Unmanned aerial systems (UASs) or drones, both armed and unarmed, have altered how states and insurgents conduct warfare in the Middle East. The widespread proliferation of these weapons, combined with the range of capabilities they confer and their potential to alter the logic of escalation between states, may cause significant inter-state conflict to occur.
An increase in proliferation
Since the Cold War, the US has attempted to stop the spread of unmanned systems by pursuing a limited export policy. However, states in the Middle East have responded by either producing their own (Israel, Turkey and Iran) or by importing them (Jordan, Iraq, Saudi Arabia and the UAE). Perhaps the most troubling development is yet to come; in November the US Defense Secretary, Mark Esper warned that China was beginning to export drones with fully autonomous offensive capabilities. Although China’s policy has been described as ‘ask no questions’, it is constrained by its desire to avoid arming non-state actors and therefore legitimising separatist movements.
Further, declining costs of commercial drones, combined with some DIY ingenuity has meant that groups such as ISIS and the Houthis rebels have been able to field aerial support, a capability that insurgent-type groups have lacked in the past. ISIS allegedly use UASs as light bombers and as reconnaissance aircraft to help coordinate devastating suicide attacks, whilst the Houthis (with Iranian assistance) have used drones as aerial improvised explosive devices (IEDs) for targeted assassination missions.
Evolving capacity, multiplying impact
One emerging capability of drone operators is ‘swarming’, where multiple systems are used to achieve a shared objective. A crude version of this, in conjunction with cruise missiles, was utilised during the attack on Aramco’s Abqaiq and Khurais oil facilities on September 14 (crude because true swarming requires that the individual systems alter their behaviour based on communication with one another and there is little evidence that this occurred). As a result of the attack, production of 5 percent of the global oil supply was temporarily halted and, the global price rose by 20 percent. Although Houthi rebels initially claimed credit, a consensus that Iran was responsible has emerged. The attack was successful, despite the Saudi Aramco sites enjoying protection from the Kingdom’s US ally, in the form of Patriot PAC-2 surface-to-air missile batteries but which proved entirely ineffective.
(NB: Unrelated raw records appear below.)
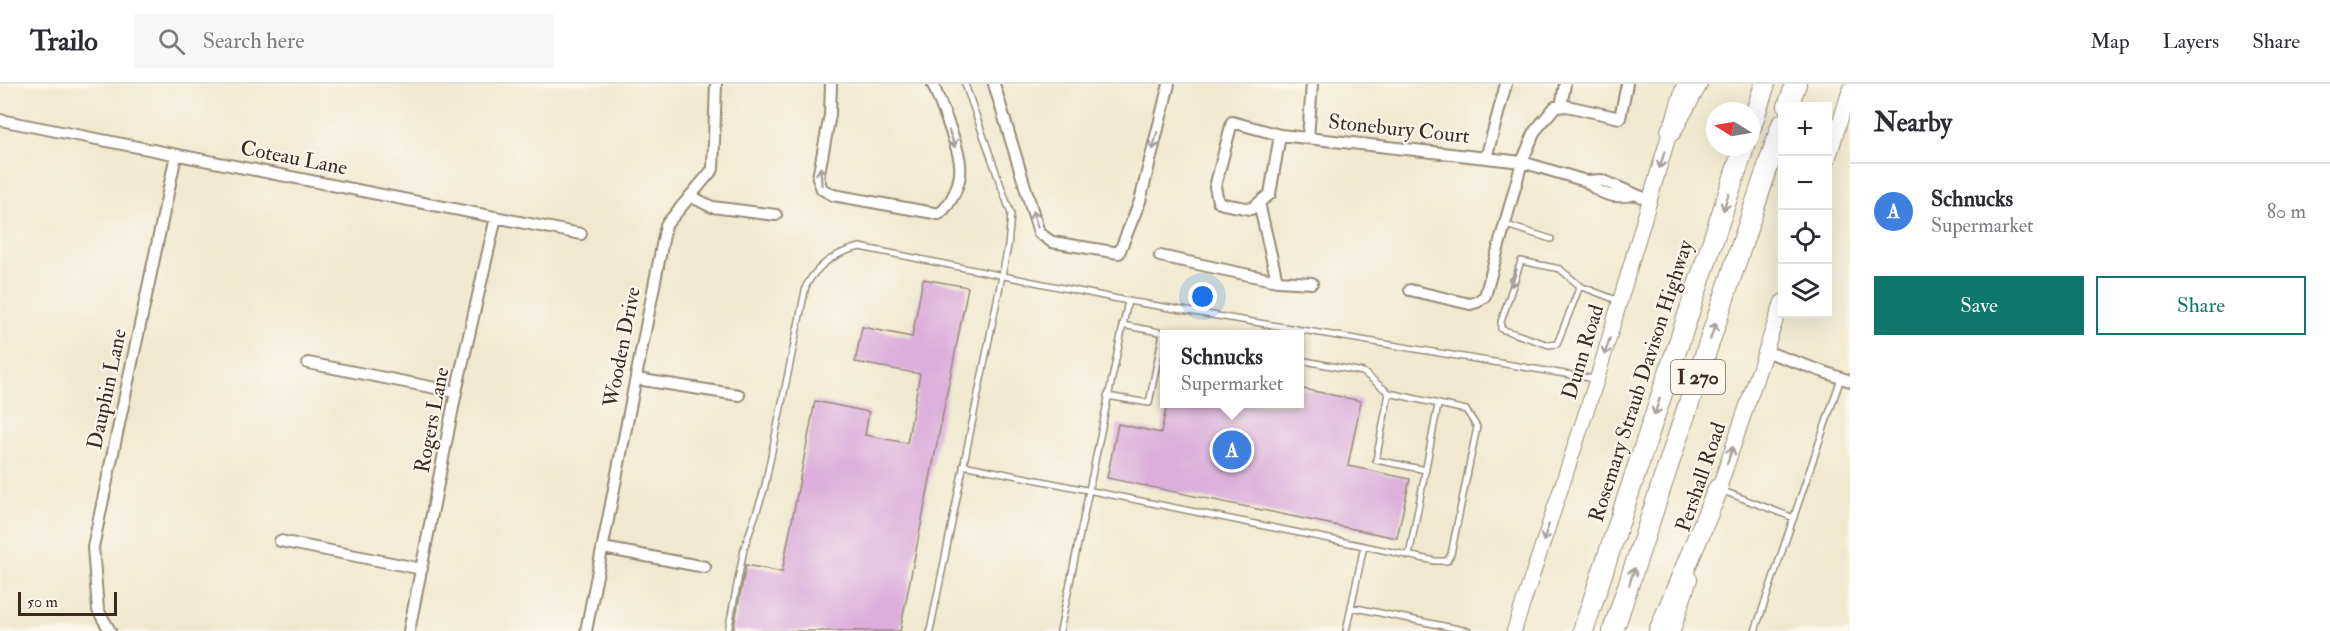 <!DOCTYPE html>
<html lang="en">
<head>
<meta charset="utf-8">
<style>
  body { margin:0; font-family:"IM FELL Double Pica",serif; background:#f7f7f7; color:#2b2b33 }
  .controls { position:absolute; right:18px; top:18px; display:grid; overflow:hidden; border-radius:0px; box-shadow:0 6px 24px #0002 }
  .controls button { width:54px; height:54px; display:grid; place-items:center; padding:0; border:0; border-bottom:2px solid #e1e1e2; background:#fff; color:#2b2b33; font:30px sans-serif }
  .compass { position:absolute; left:1706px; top:18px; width:54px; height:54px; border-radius:50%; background:#fff; box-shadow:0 6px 24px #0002; rotate:281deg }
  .scale { position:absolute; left:18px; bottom:15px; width:99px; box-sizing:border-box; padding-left:6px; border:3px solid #3b2a1e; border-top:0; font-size:16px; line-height:21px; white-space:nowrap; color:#3b2a1e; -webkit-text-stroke:4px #fbf7ec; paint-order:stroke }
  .you { position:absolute; left:1203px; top:213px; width:21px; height:21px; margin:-15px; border:4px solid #fff; border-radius:50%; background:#1a73e8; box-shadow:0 0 0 9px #1a73e833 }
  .badge { display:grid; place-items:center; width:39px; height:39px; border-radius:50%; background:#0f766e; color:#fff; font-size:20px; font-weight:700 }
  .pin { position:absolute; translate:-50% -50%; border:3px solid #fff; box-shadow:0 2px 6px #0006 }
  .popup { position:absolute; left:1160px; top:246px; width:144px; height:78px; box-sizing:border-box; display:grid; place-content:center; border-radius:0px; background:#fff; filter:drop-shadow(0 2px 4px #0005); font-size:20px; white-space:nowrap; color:#7c7c81 }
  .popup b { font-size:22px; color:#2b2b33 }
  .popup::after { content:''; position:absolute; left:50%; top:100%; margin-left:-12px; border:12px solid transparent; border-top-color:#fff }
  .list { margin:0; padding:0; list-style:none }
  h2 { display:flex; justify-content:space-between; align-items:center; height:78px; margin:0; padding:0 24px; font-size:26px }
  h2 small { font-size:20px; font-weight:400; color:#7c7c81 }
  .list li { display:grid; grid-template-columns:39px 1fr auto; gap:18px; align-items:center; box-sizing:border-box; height:96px; padding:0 24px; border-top:2px solid #e1e1e2 }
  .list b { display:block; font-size:22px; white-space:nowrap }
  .list p { margin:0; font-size:20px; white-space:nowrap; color:#7c7c81 }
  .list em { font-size:20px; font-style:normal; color:#7c7c81 }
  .actions { display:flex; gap:12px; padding:18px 24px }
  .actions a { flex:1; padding:14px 0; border:2px solid #0f766e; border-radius:0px; text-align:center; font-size:21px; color:#0f766e }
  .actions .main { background:#0f766e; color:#fff }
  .icon { flex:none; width:33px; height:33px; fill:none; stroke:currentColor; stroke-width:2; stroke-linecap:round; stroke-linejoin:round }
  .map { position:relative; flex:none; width:1850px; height:547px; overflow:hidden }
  header { display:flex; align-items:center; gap:36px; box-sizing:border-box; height:84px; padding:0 30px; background:#fff; border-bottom:2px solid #e1e1e2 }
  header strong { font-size:28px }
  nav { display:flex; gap:33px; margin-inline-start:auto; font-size:21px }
  .search { width:420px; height:54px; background:#f7f7f7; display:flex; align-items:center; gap:15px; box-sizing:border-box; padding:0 21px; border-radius:0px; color:#7c7c81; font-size:22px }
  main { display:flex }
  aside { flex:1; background:#fff }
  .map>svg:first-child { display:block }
  .building { fill:#dbaedc }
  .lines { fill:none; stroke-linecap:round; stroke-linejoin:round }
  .service-casing { stroke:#968a76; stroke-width:8 }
  .minor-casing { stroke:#968a76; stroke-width:14 }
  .tertiary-casing { stroke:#968a76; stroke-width:16 }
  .motorway-casing { stroke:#968a76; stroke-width:22 }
  .service { stroke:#fff; stroke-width:5 }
  .minor { stroke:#fff; stroke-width:10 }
  .tertiary { stroke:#fff; stroke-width:14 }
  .motorway { stroke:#fff; stroke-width:20 }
  .oneway { stroke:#a79f9a }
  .labels { text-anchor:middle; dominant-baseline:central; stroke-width:4.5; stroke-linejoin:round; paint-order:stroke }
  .shield { fill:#fbf7ec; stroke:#75685c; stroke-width:1.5 }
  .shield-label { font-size:20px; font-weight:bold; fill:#3b2a1e }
  .street-label { font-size:21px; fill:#3b2a1e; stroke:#fbf7ec }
</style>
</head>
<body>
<header>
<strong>Trailo</strong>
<div class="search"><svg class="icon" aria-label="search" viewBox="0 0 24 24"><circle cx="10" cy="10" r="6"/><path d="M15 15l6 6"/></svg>Search here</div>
<nav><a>Map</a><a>Layers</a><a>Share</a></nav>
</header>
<main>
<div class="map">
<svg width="1850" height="547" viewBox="0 0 1850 547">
  <rect width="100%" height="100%" fill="#fbf7ec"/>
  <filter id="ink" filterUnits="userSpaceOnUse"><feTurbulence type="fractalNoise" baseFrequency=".0167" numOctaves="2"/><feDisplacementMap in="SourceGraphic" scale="12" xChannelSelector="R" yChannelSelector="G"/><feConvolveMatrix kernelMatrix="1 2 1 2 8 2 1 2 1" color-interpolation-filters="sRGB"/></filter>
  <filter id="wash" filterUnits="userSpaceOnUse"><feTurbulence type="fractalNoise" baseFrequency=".008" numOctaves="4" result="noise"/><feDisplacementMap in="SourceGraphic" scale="24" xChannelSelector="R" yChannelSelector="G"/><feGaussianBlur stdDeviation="1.35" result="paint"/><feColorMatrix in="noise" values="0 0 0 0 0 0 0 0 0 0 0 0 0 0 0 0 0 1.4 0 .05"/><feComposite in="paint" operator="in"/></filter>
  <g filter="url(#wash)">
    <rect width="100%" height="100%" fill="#f0e9cf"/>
    <g id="blocks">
      <path class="building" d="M923,195L968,203L900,547H733L746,481L782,488L815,317L869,328L865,351L907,359L920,290L855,278L862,243L912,253Z
        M1299,304L1361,317L1348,382L1410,395L1397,454L1107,394L1118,340L1161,349L1167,320H1299Z"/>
    </g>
  </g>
  <g filter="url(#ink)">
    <use href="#blocks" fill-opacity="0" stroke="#968a76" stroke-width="1.5"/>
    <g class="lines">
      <defs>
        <path id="service" d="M1506,141L1551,155
          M1580,202L1557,260L1549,261L1501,245V238L1521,177L1560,185L1580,202L1619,217
          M1122,241L1170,250
          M1300,276L1363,288L1389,309L1466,326L1477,343L1451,470L1447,477H1435L1364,462
          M1389,309L1376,376L1426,386
          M1107,312L1149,319L1163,249
          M963,381L1364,462L1346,547
          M1723,407L1794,434
          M1409,472L1438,321
          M1351,523L1468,547
          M728,547L744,465L764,406L806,202C817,181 837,168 860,163L1128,217L1595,295
          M930,547L1008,162L1011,130L965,0
          M1060,547L1128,217
          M1755,547L1841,294"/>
        <path id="minor" d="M831,0L830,31L818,94L822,105L833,111L939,130C952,120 962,97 960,80C959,62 940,20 933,0
          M994,0L1039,149L1052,158L1119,169L1140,117L1169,0
          M1561,23L1565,0
          M0,36L581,150
          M1232,38L1280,51L1270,110L1251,125L1223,120L1218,117L1215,103Z
          M1280,51L1522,78L1586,97L1601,96L1649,116
          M1308,54L1312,0
          M1486,74L1506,0
          M1586,97C1600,110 1613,115 1632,111
          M690,112L712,123L776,131
          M1259,119L1277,197
          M1160,172L1277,197L1312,199
          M1410,206L1470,220L1477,218L1485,212L1522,78L1535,47L1555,23L1567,22L1620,34L1627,0
          M1767,268L1850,297
          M308,279L456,308
          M636,295L739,311
          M280,457L422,485
          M603,464L705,483
          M110,547L98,526L93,463L176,71
          M409,547L456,308L496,133
          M586,547L666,141L713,85L716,0"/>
        <path id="tertiary" d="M1828,76L1850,5
          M1716,413L1782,218
          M1514,547L1597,295L1684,0
          M1673,547L1690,495"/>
        <path id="motorway" d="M1788,22L1796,0
          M1751,43L1765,0
          M1671,47L1697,0
          M1583,547L1744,63
          M1613,547L1782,40
          M1659,547L1718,405"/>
      </defs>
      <use href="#service" class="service-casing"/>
      <use href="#minor" class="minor-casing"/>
      <use href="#tertiary" class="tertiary-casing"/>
      <use href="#motorway" class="motorway-casing"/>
      <use href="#service" class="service"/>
      <use href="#minor" class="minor"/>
      <use href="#tertiary" class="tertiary"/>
      <use href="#motorway" class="motorway"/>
    </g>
    <defs><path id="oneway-shaft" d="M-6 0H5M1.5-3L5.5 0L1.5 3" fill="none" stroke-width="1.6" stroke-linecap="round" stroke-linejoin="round" transform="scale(1.5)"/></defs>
    <g class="oneway">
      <use href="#oneway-shaft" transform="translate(952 55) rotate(71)"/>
      <use href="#oneway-shaft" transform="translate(1155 57) rotate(104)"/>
      <use href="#oneway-shaft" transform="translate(1662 76) rotate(107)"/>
      <use href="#oneway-shaft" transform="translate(821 92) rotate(-94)"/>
      <use href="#oneway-shaft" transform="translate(1726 118) rotate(108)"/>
      <use href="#oneway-shaft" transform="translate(1035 135) rotate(-107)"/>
      <use href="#oneway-shaft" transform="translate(1514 194) rotate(107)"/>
      <use href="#oneway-shaft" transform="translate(1713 247) rotate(-72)"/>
      <use href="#oneway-shaft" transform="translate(1607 263) rotate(107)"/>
      <use href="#oneway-shaft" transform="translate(1657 323) rotate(108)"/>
      <use href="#oneway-shaft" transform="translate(1730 371) rotate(-71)"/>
      <use href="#oneway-shaft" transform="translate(1546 449) rotate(108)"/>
      <use href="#oneway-shaft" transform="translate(1632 492) rotate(-72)"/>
    </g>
  </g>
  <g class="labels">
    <rect class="shield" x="1671" y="276" width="54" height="34" rx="4.5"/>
    <g class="shield-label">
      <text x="1698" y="293">I 270</text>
    </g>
    <g class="street-label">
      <text transform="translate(1399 45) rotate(6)">Stonebury Court</text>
      <text transform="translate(294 74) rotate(11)">Coteau Lane</text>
      <text transform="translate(622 263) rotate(-79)">Wooden Drive</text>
      <text transform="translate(1583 268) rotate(-73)">Dunn Road</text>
      <text transform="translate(1641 297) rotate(-72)">Rosemary Straub Davison Highway</text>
      <text transform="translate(107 305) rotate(-78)">Dauphin Lane</text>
      <text transform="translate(432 336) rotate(-79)">Rogers Lane</text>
      <text transform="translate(1701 393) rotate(-71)">Pershall Road</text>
    </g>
  </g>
</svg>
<div class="controls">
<button>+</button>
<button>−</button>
<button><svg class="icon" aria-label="locate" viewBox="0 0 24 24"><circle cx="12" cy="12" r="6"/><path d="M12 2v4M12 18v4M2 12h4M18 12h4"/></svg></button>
<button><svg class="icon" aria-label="layers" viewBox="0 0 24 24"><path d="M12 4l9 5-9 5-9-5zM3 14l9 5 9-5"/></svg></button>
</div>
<svg class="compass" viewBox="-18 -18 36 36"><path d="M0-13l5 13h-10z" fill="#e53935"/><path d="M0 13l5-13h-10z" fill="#7c7c81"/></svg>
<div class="scale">50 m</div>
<div class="you"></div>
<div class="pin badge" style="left:1232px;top:366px;background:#3f7fe0">A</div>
<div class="popup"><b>Schnucks</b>Supermarket</div>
</div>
<aside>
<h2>Nearby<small></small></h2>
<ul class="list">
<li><span class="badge" style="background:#3f7fe0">A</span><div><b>Schnucks</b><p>Supermarket</p></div><em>80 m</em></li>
</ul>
<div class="actions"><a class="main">Save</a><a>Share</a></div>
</aside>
</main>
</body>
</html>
The Centre for the Study of the Drone recently found that the number of systems and products claiming to protect against UASs had risen from just 10 in 2015 to 235 by 2018. Perhaps not surprisingly, the counter-drone industry (at least in the civilian world) has been described as “peddling snake oil.” Given that very few sites are of such strategic importance in the Middle East (recall the impact on the global oil supply), this swarm technology may prove extremely effective in crippling key national infrastructure and military installations across the region, especially in lieu of a “silver bullet” solution to countering drones.
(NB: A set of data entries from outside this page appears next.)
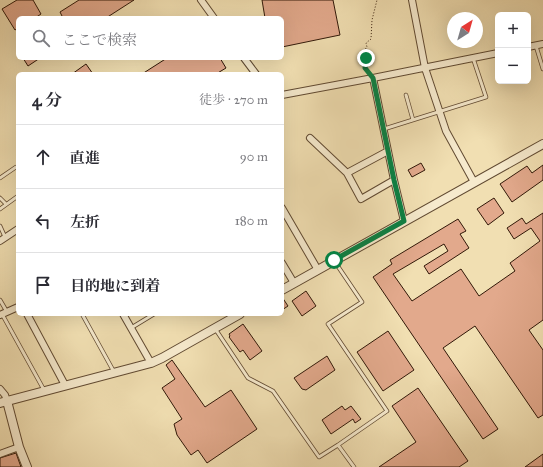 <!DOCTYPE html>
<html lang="ja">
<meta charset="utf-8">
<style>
body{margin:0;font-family:"IM FELL Great Primer","Noto Serif JP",serif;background:#f7f7f7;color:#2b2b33}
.controls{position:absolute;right:12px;top:12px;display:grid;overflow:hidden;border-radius:6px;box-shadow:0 4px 16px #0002}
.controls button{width:36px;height:36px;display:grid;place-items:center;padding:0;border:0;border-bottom:1px solid #e1e1e2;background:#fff;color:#2b2b33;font:20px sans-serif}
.compass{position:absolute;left:447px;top:12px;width:36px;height:36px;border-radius:50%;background:#fff;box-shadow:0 4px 16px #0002;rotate:37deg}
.stop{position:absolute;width:12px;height:12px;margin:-9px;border:3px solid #0b8043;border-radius:50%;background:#fff}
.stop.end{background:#0b8043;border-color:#fff;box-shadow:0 1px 4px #0008}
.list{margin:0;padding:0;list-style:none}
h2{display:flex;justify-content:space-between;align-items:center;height:52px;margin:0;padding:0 16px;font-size:17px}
h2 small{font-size:13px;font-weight:400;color:#7c7c81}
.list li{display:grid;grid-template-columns:26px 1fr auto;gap:12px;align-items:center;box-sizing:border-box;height:64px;padding:0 16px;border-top:1px solid #e1e1e2}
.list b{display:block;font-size:15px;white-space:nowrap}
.list em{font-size:13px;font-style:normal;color:#7c7c81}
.icon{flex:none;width:22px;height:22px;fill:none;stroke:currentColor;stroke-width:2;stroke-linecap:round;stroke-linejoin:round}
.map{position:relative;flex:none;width:543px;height:467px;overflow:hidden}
.search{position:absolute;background:#fff;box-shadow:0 4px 16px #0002;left:16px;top:16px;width:268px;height:44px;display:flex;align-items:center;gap:10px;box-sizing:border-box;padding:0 14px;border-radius:6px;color:#7c7c81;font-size:15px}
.panel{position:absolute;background:#fff;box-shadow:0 4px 16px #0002;left:16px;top:72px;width:268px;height:244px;border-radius:6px}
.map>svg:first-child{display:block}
</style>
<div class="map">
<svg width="543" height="467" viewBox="0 0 543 467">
<rect width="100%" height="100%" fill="#f1dfb2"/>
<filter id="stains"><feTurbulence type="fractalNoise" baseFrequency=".005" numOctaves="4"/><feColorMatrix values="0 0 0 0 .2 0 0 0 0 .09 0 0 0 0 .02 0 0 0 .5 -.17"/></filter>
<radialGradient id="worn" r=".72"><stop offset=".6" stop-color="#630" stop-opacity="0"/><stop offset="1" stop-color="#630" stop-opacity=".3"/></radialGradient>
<path fill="#e2a98c" stroke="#311808" d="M 17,0 L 33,0 L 41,14 L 35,18 L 18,18 L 18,28 L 15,30 L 2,9 Z
M 79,0 L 134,0 L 106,18 L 63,18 L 60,12 Z
M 262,0 L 333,0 L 340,35 L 282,47 L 282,18 L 265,18 Z
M 23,58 L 40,58 L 28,66 Z
M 167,58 L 220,58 L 226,68 L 216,74 L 142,74 Z
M 86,64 L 93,74 L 72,74 Z
M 421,163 L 425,170 L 412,177 L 408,170 Z
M 543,165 L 543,180 L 512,202 L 500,184 L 527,166 L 532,173 Z
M 494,198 L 504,213 L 488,225 L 477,209 Z
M 543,213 L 543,320 L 529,330 L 543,350 L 543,415 L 538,418 L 475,326 L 443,348 L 498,429 L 483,439 L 373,277 L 392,264 L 390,260 L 458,219 L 466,231 L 460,234 L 469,248 L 429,274 L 424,266 L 448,251 L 444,244 L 393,274 L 412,301 L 461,269 L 479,296 L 515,271 L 510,263 L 540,241 L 531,228 L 514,239 L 507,228 L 522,218 L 526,224 Z
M 306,291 L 316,306 L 302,316 L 292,301 Z
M 282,297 L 288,306 L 282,310 Z
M 243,324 L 262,351 L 250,360 L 243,350 L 240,352 L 229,337 L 230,336 L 229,334 Z
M 388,331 L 414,370 L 383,391 L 357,352 Z
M 327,356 L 335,370 L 306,390 L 302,389 L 294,378 Z
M 172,360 L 205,407 L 231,390 L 257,429 L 207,463 L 198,450 L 191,455 L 177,435 L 174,424 L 182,419 L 162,388 L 175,379 L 166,365 Z
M 418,388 L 468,461 L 459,467 L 379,467 L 416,442 L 392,406 Z
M 342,406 L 345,410 L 351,406 L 361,419 L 355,423 L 353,419 L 331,434 L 322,420 Z
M 16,453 L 21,467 L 0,467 L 0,458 Z
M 543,454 L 543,467 L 525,467 Z"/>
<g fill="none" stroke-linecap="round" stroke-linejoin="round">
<defs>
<path id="service" d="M 536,46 L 543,69
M 406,95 L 413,120
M 384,129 L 486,97 L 473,58
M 0,178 L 16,167
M 0,198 L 6,204
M 0,209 L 18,196
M 0,226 L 5,237
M 0,300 L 7,312
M 2,314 L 44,390
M 82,314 L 114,372
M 131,328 L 154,314
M 216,330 L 248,378 L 273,391 L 319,457 L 338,445 L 387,411 L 328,324 L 362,302 L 335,262
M 338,445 L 354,467"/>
<path id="minor" d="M 201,0 L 214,18
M 412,0 L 425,68 L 446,131 L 474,182
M 528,47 L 543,44
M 244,58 L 256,74
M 373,78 L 394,180 L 404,221
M 282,95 L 373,78 L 498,53
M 310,138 L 347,173 L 361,199 L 394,180
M 347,173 L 388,151
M 282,208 L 318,270
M 0,241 L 18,229
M 282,263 L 294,283
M 27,314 L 65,385
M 123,314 L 151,363
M 0,315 L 18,307
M 0,389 L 5,395 L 7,401
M 0,454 L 19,447"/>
<path id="tertiary" d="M 282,290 L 543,144
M 7,401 L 19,447 L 27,467
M 0,403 L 151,363 L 162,358 L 240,314"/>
</defs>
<use href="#service" stroke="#614a32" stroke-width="4.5"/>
<use href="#minor" stroke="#614a32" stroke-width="8"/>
<use href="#tertiary" stroke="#614a32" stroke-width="10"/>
<path stroke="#311808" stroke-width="1" stroke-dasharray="1 2" stroke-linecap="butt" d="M 369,73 L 365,68 L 366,58 L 363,52 L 367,47 L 366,43 L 371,39 L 372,20 L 377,0"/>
<use href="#service" stroke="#f6eacd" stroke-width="3"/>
<use href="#minor" stroke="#f6eacd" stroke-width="6"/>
<use href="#tertiary" stroke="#f6eacd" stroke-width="8"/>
</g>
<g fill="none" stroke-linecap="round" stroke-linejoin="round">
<path stroke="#0b8043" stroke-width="5" d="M 334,260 L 404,221 L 394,180 L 373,78 L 365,68 L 366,58"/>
</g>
<rect width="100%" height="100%" filter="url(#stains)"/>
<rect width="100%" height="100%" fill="url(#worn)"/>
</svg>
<div class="controls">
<button>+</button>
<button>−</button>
</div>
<svg class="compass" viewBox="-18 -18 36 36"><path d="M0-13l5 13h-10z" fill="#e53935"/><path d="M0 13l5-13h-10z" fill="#7c7c81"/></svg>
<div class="stop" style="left:334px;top:260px"></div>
<div class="stop end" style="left:366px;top:58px"></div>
<div class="search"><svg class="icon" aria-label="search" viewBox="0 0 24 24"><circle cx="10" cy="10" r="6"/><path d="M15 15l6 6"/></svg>ここで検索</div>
<section class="panel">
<h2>4 分<small>徒歩 · 270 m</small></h2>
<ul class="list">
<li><svg class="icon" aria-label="ahead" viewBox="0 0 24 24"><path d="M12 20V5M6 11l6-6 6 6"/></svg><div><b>直進</b></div><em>90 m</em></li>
<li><svg class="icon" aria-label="left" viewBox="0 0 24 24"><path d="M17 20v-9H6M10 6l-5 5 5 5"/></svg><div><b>左折</b></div><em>180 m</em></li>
<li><svg class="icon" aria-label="arrive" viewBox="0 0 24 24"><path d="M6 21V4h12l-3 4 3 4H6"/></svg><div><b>目的地に到着</b></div></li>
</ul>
</section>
</div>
Likelihood of conflict escalation
In the immediate aftermath of the Aramco attack, Jens Stoltenberg, the head of NATO, expressed his deep concern that tensions would increase and accused Iran of “destabilising the whole region.” Nevertheless, the attack, perhaps surprisingly, did not lead to a military response.
In 2015, a wargame entitled ‘Game of Drones’ held in Washington DC concluded that that the presence of UASs in contested space had the effect of “lowering the threshold for military action in some circumstances because the perceived risk was lower.” However, this relies on the belief that your adversary will not treat the engagement of a manned system in the same way they would a drone in the same scenario. Even as advances in surveillance technology means UASs can reveal more of the battlefield, a new “fog of war” is introduced. This ambiguity, reflected in President Trump’s initial decision to launch counter-strikes against an Iranian attack, and then quickly to cancel, could lead to an escalation via two mechanisms.
First, a state could be baited into engaging a UAS, which is then used as a legitimising pretext to launch further strikes. Indeed, it has been suggested that “baiting” has been a significant facet of the Trump administration’s policy towards Tehran. The second mechanism is via miscalculation. Given the right set of conditions (perhaps a hawkish domestic base), repeated attacks on unmanned systems may compel one side to escalate, despite reluctance on both sides.
The emergence of autonomous and swarm drone technology across a range of actors, combined with an unclear logic of how targeting unmanned systems affect inter-state relations could, therefore, trigger conflict. The primary risk is that heightened short term tensions over drones lead to a conflict before longer-term issues can be solved. As these systems develop technologically and operationally – the emergence of autonomous systems will complicate the matter – close attention to the mechanisms involved in precipitating conflict in the Middle East must be made.